仕事の専門分野でなくても、一流のビジネスマンになるために学んでおきたいことがある。
各界の第一人者たちが長く読み継がれる入門書を厳選してくれた。
KDDI総研リサーチフェロー 小林雅一氏

インターネットの発達により社会システムの大きな変革が起きている。『レイヤー化する世界』によれば、今後は先進国・周辺国といった区別が無意味になり、雇用や富が世界中に分散していく。そうした「レイヤー化」の主役はアップルやグーグル、アマゾンといった「超国籍企業」だ。

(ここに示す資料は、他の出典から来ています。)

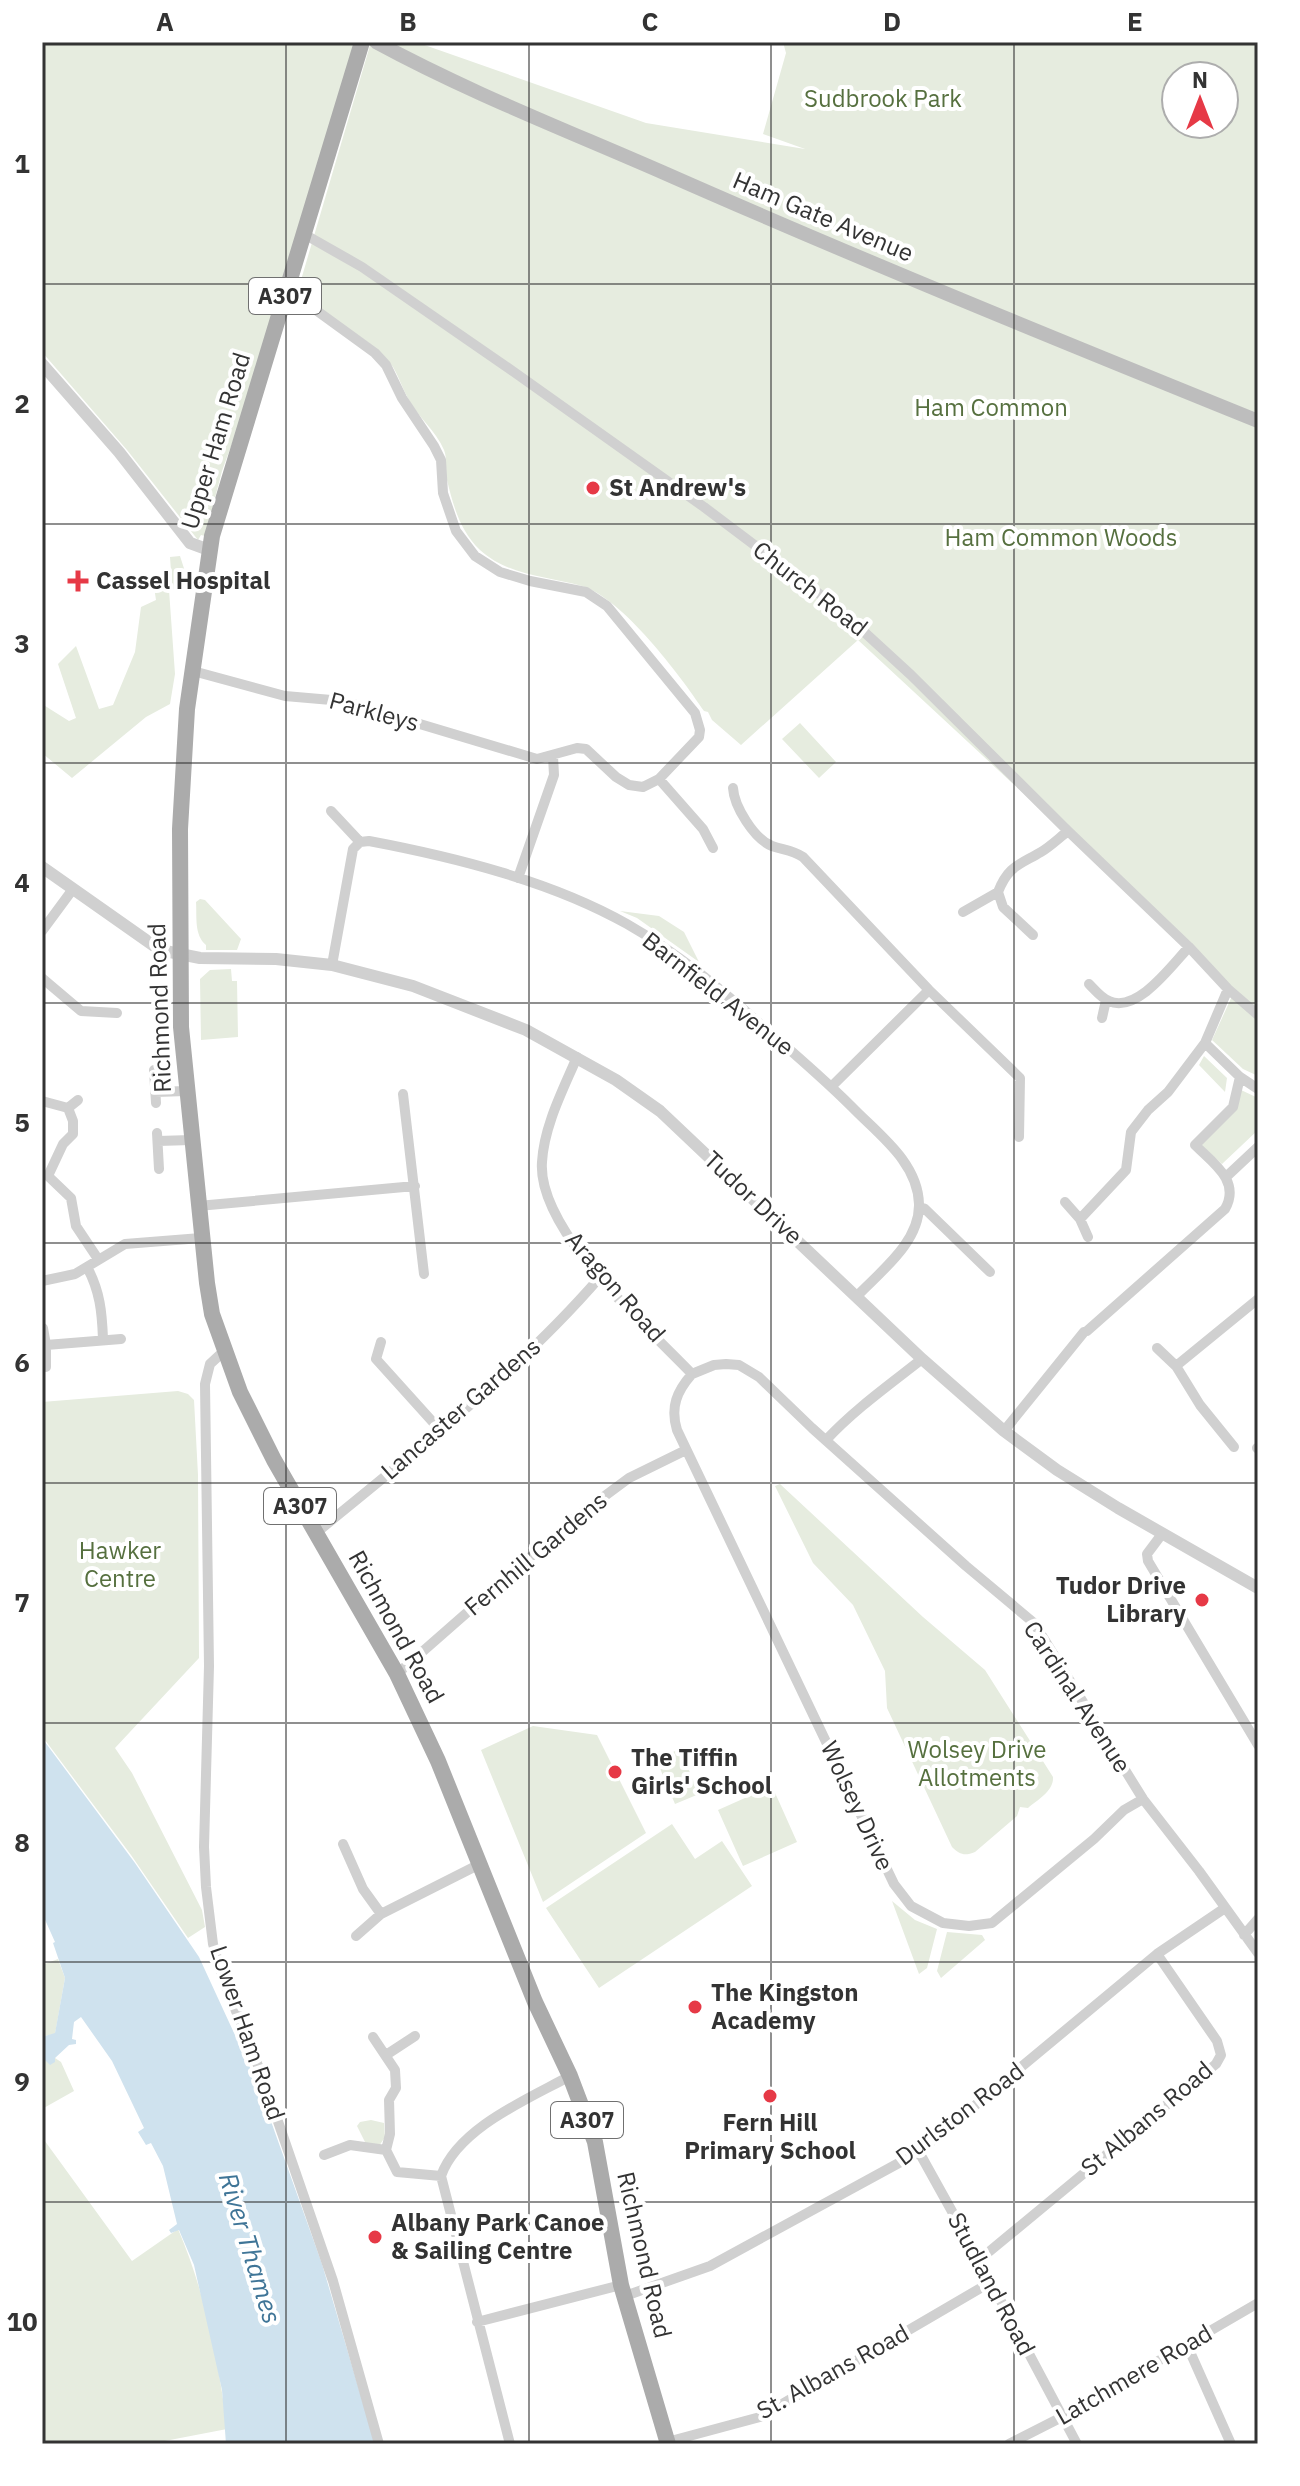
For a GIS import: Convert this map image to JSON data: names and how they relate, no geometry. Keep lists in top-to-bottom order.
{
  "streets": {
    "main road": [
      "Ham Gate Avenue",
      "A307",
      "Upper Ham Road",
      "Richmond Road"
    ],
    "street": [
      "Church Road",
      "Parkleys",
      "Barnfield Avenue",
      "Tudor Drive",
      "Aragon Road",
      "Lancaster Gardens",
      "Fernhill Gardens",
      "Cardinal Avenue",
      "Wolsey Drive",
      "Lower Ham Road",
      "Durlston Road",
      "St Albans Road",
      "Studland Road",
      "St. Albans Road",
      "Latchmere Road"
    ]
  },
  "crossings": [
    ["Upper Ham Road", "Church Road"],
    ["Upper Ham Road", "Parkleys"],
    ["Upper Ham Road", "Richmond Road"],
    ["Richmond Road", "Tudor Drive"],
    ["Richmond Road", "Lancaster Gardens"],
    ["Richmond Road", "Fernhill Gardens"],
    ["Richmond Road", "Lower Ham Road"],
    ["Richmond Road", "Durlston Road"],
    ["Richmond Road", "St. Albans Road"],
    ["Tudor Drive", "Aragon Road"],
    ["Aragon Road", "Lancaster Gardens"],
    ["Fernhill Gardens", "Wolsey Drive"],
    ["Cardinal Avenue", "Wolsey Drive"],
    ["Cardinal Avenue", "Durlston Road"],
    ["Durlston Road", "St Albans Road"],
    ["Durlston Road", "Studland Road"],
    ["St Albans Road", "Studland Road"],
    ["Studland Road", "St. Albans Road"],
    ["Studland Road", "Latchmere Road"]
  ],
  "water": ["River Thames"],
  "parks": [
    "Sudbrook Park",
    "Ham Common",
    "Ham Common Woods",
    "Hawker Centre",
    "Wolsey Drive Allotments"
  ],
  "places": {
    "other": [
      "St Andrew's",
      "Tudor Drive Library",
      "The Tiffin Girls' School",
      "The Kingston Academy",
      "Fern Hill Primary School",
      "Albany Park Canoe & Sailing Centre"
    ],
    "health": ["Cassel Hospital"]
  },
  "north": "top",
  "grid": {
    "columns": [
      "A",
      "B",
      "C",
      "D",
      "E"
    ],
    "rows": [
      "1",
      "2",
      "3",
      "4",
      "5",
      "6",
      "7",
      "8",
      "9",
      "10"
    ]
  }
}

アップルはいまやiPhoneの競争力を武器に、製造業どころか流通、携帯キャリアなどさまざまな産業を支配する。その威力は絶大で、製造業では日本の「匠の技」をあっという間に呑み込み、海外へ移植することで日本企業の競争力を奪いつつあると『アップル帝国の正体』は暴く。ただ、そのアップルも絶対的なリーダーを失ったために、有能な人材や百出するアイデアをもてあましぎみの印象がある。一方、創業者が健在なグーグルやアマゾンはなお進化を続け、主役であり続けるだろう。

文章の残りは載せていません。